### WHAT YOU HAVE TO DO
The response should consist of the records, reproduced exactly.

### EXCERPTED RECORDS
· · · · ·
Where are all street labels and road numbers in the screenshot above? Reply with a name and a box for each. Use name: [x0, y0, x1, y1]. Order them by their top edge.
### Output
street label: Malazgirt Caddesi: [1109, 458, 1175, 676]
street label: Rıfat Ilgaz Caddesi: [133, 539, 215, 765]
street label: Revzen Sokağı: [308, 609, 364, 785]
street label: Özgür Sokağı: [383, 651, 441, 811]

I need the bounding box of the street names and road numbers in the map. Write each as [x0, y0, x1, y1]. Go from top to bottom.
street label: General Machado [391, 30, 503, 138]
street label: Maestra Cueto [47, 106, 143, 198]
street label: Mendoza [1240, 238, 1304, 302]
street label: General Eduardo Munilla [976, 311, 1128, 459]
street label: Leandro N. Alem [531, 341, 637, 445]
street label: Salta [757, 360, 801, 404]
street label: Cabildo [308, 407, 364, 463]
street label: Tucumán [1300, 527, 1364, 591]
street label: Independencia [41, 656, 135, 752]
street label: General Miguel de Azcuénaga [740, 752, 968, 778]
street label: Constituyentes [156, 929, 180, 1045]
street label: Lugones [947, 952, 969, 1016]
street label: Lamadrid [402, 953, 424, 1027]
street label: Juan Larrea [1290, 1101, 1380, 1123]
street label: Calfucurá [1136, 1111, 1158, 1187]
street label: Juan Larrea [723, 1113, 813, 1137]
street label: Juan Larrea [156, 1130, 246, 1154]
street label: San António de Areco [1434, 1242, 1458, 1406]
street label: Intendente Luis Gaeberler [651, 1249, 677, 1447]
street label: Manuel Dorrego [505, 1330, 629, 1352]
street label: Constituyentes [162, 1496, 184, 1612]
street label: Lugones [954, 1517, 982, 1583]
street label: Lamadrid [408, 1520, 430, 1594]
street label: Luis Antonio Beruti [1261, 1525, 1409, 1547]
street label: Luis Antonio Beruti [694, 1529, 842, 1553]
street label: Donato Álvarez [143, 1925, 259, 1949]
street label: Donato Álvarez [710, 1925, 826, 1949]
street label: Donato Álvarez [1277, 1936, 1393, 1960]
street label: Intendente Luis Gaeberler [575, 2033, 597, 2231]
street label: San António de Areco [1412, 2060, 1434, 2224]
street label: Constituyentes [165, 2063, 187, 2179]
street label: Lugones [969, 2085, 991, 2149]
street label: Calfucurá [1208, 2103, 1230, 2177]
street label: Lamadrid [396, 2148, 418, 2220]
· · · · ·
### SOLUTION FOR THIS PROBLEM
Where are all street labels and road numbers in the screenshot above? Reply with a name and a box for each. Use name: [x0, y0, x1, y1]. Order them by their top edge.
### Output
street label: Malazgirt Caddesi: [1109, 458, 1175, 676]
street label: Rıfat Ilgaz Caddesi: [133, 539, 215, 765]
street label: Revzen Sokağı: [308, 609, 364, 785]
street label: Özgür Sokağı: [383, 651, 441, 811]

I need the bounding box of the street names and road numbers in the map. Write each as [x0, y0, x1, y1]. Go from top to bottom.
street label: General Machado [391, 30, 503, 138]
street label: Maestra Cueto [47, 106, 143, 198]
street label: Mendoza [1240, 238, 1304, 302]
street label: General Eduardo Munilla [976, 311, 1128, 459]
street label: Leandro N. Alem [531, 341, 637, 445]
street label: Salta [757, 360, 801, 404]
street label: Cabildo [308, 407, 364, 463]
street label: Tucumán [1300, 527, 1364, 591]
street label: Independencia [41, 656, 135, 752]
street label: General Miguel de Azcuénaga [740, 752, 968, 778]
street label: Constituyentes [156, 929, 180, 1045]
street label: Lugones [947, 952, 969, 1016]
street label: Lamadrid [402, 953, 424, 1027]
street label: Juan Larrea [1290, 1101, 1380, 1123]
street label: Calfucurá [1136, 1111, 1158, 1187]
street label: Juan Larrea [723, 1113, 813, 1137]
street label: Juan Larrea [156, 1130, 246, 1154]
street label: San António de Areco [1434, 1242, 1458, 1406]
street label: Intendente Luis Gaeberler [651, 1249, 677, 1447]
street label: Manuel Dorrego [505, 1330, 629, 1352]
street label: Constituyentes [162, 1496, 184, 1612]
street label: Lugones [954, 1517, 982, 1583]
street label: Lamadrid [408, 1520, 430, 1594]
street label: Luis Antonio Beruti [1261, 1525, 1409, 1547]
street label: Luis Antonio Beruti [694, 1529, 842, 1553]
street label: Donato Álvarez [143, 1925, 259, 1949]
street label: Donato Álvarez [710, 1925, 826, 1949]
street label: Donato Álvarez [1277, 1936, 1393, 1960]
street label: Intendente Luis Gaeberler [575, 2033, 597, 2231]
street label: San António de Areco [1412, 2060, 1434, 2224]
street label: Constituyentes [165, 2063, 187, 2179]
street label: Lugones [969, 2085, 991, 2149]
street label: Calfucurá [1208, 2103, 1230, 2177]
street label: Lamadrid [396, 2148, 418, 2220]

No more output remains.